# Module 1, Task 2: Data Loading and Augmentation Using Keras

**Objective:** Build an efficient, generator-based data pipeline using `tf.data` and apply image augmentations using Keras Preprocessing Layers.

In [None]:
# Install necessary libraries
!pip install tensorflow tensorflow-datasets matplotlib

### Setup
Import libraries and load the EuroSAT dataset. We will split the training data into training and validation sets.

In [None]:
import tensorflow as tf
import tensorflow_datasets as tfds
import matplotlib.pyplot as plt
import numpy as np

# Load the dataset
(ds_train, ds_validation), ds_info = tfds.load(
    'eurosat/rgb',
    split=['train[:80%]', 'train[80%:]'], # Use 80% for training, 20% for validation
    shuffle_files=True,
    as_supervised=True,
    with_info=True,
)

CLASS_NAMES = ds_info.features['label'].names
NUM_CLASSES = ds_info.features['label'].num_classes
IMG_SIZE = 128 # Resize images for manageable model input
BATCH_SIZE = 64

print(f"Number of training samples: {tf.data.experimental.cardinality(ds_train)}")
print(f"Number of validation samples: {tf.data.experimental.cardinality(ds_validation)}")
print(f"Number of classes: {NUM_CLASSES}")
print(f"Class names: {CLASS_NAMES}")

### Building the Data Pipeline

We will create a function to process the data:
1.  **Resize Images:** Standardize image sizes.
2.  **Normalize Pixel Values:** Scale pixel values from `[0, 255]` to `[0, 1]` for better model performance.

In [None]:
def process_image(image, label):
    image = tf.image.resize(image, (IMG_SIZE, IMG_SIZE))
    image = tf.cast(image, tf.float32) / 255.0 # Normalize to [0,1]
    return image, label

# Apply the processing to our datasets
ds_train_processed = ds_train.map(process_image)
ds_validation_processed = ds_validation.map(process_image)

### Data Augmentation

Data augmentation creates modified versions of images in the training set to help the model generalize better and reduce overfitting. Keras preprocessing layers are ideal as they can be included directly in the model, making it more portable.

In [None]:
data_augmentation = tf.keras.Sequential([
    tf.keras.layers.RandomFlip("horizontal_and_vertical"),
    tf.keras.layers.RandomRotation(0.2),
    tf.keras.layers.RandomZoom(0.2),
    tf.keras.layers.RandomContrast(0.2),
], name="data_augmentation")

### Visualizing the Augmented Data

Let's see the effect of our augmentation pipeline on a single image.

In [None]:
# Take one batch of images from the processed training set
for images, labels in ds_train_processed.take(1):
    image_to_show = images[0]
    label_to_show = CLASS_NAMES[labels[0]]

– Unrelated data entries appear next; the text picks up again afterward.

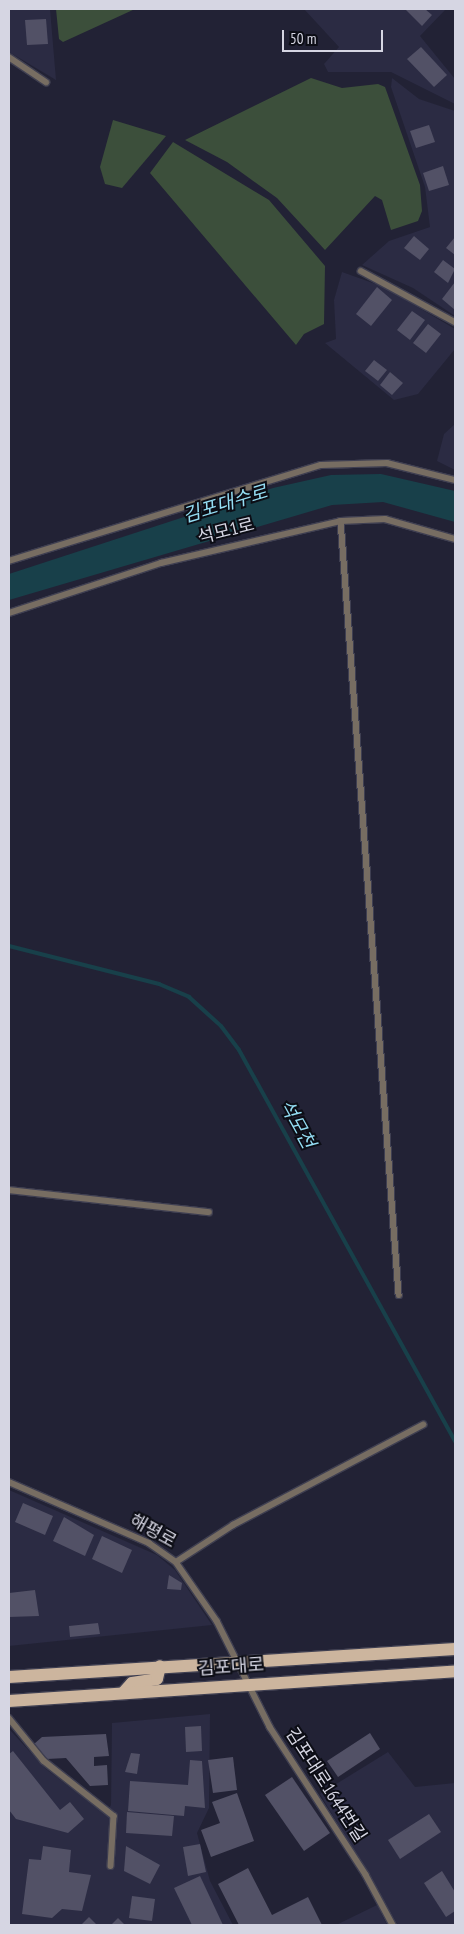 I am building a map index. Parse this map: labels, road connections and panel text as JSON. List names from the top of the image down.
{
  "streets": {
    "main road": ["김포대로"],
    "lane": ["석모1로", "해평로", "김포대로1644번길"]
  },
  "crossings": [
    ["해평로", "김포대로"],
    ["해평로", "김포대로1644번길"],
    ["김포대로", "김포대로1644번길"]
  ],
  "water": ["김포대수로", "석모천"],
  "scale_bar": "50 m"
} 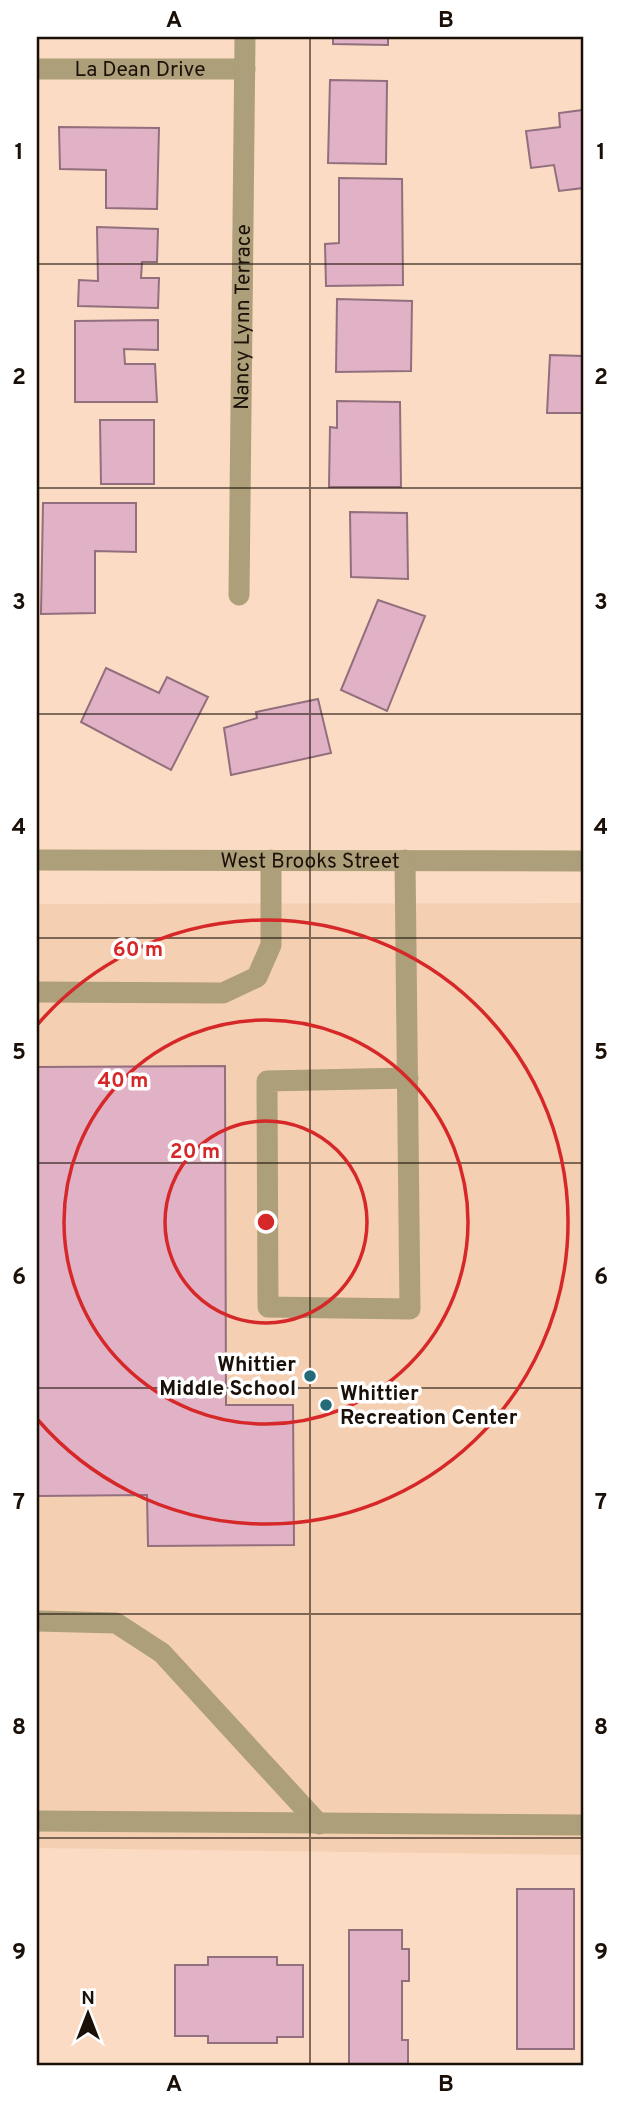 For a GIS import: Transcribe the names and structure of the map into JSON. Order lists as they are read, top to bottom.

plt.figure(figsize=(12, 12))
plt.subplot(3, 3, 1)
plt.imshow(image_to_show)
plt.title(f"Original: {label_to_show}")
plt.axis('off')

# Apply augmentation 8 times to the same image
for i in range(8):
    augmented_image = data_augmentation(tf.expand_dims(image_to_show, 0))
    plt.subplot(3, 3, i + 2)
    plt.imshow(augmented_image[0])
    plt.title("Augmented")
    plt.axis('off')

plt.suptitle("Data Augmentation Examples")
plt.show()

### Finalizing the Pipeline for Performance

To create a highly performant input pipeline, we add:
1.  **Augmentation:** Apply the augmentation layers.
2.  **Batching:** Group samples into batches.
3.  **Caching:** Cache the dataset in memory to save time on subsequent epochs.
4.  **Prefetching:** Overlap data preprocessing and model execution for maximum GPU utilization.

In [None]:
AUTOTUNE = tf.data.AUTOTUNE

def configure_dataset(ds, shuffle=False):
    # Cache before shuffling and batching
    ds = ds.cache()
    if shuffle:
        ds = ds.shuffle(buffer_size=1000)
    ds = ds.batch(BATCH_SIZE)
    # Apply augmentation after batching (GPU-efficient)
    if shuffle: # Only apply augmentation to training set
        ds = ds.map(lambda x, y: (data_augmentation(x, training=True), y), num_parallel_calls=AUTOTUNE)
    # Prefetch to overlap data production with consumption
    ds = ds.prefetch(buffer_size=AUTOTUNE)
    return ds

train_ds_final = configure_dataset(ds_train_processed, shuffle=True)
validation_ds_final = configure_dataset(ds_validation_processed)

print("Finalized tf.data pipelines for training and validation.")
print(train_ds_final)
print(validation_ds_final)

### Conclusion

We have successfully built a complete and efficient Keras data pipeline. It starts with loading raw data, applies preprocessing and augmentation, and uses caching and prefetching to ensure optimal performance during model training. This pipeline is now ready to be fed into a `model.fit()` call.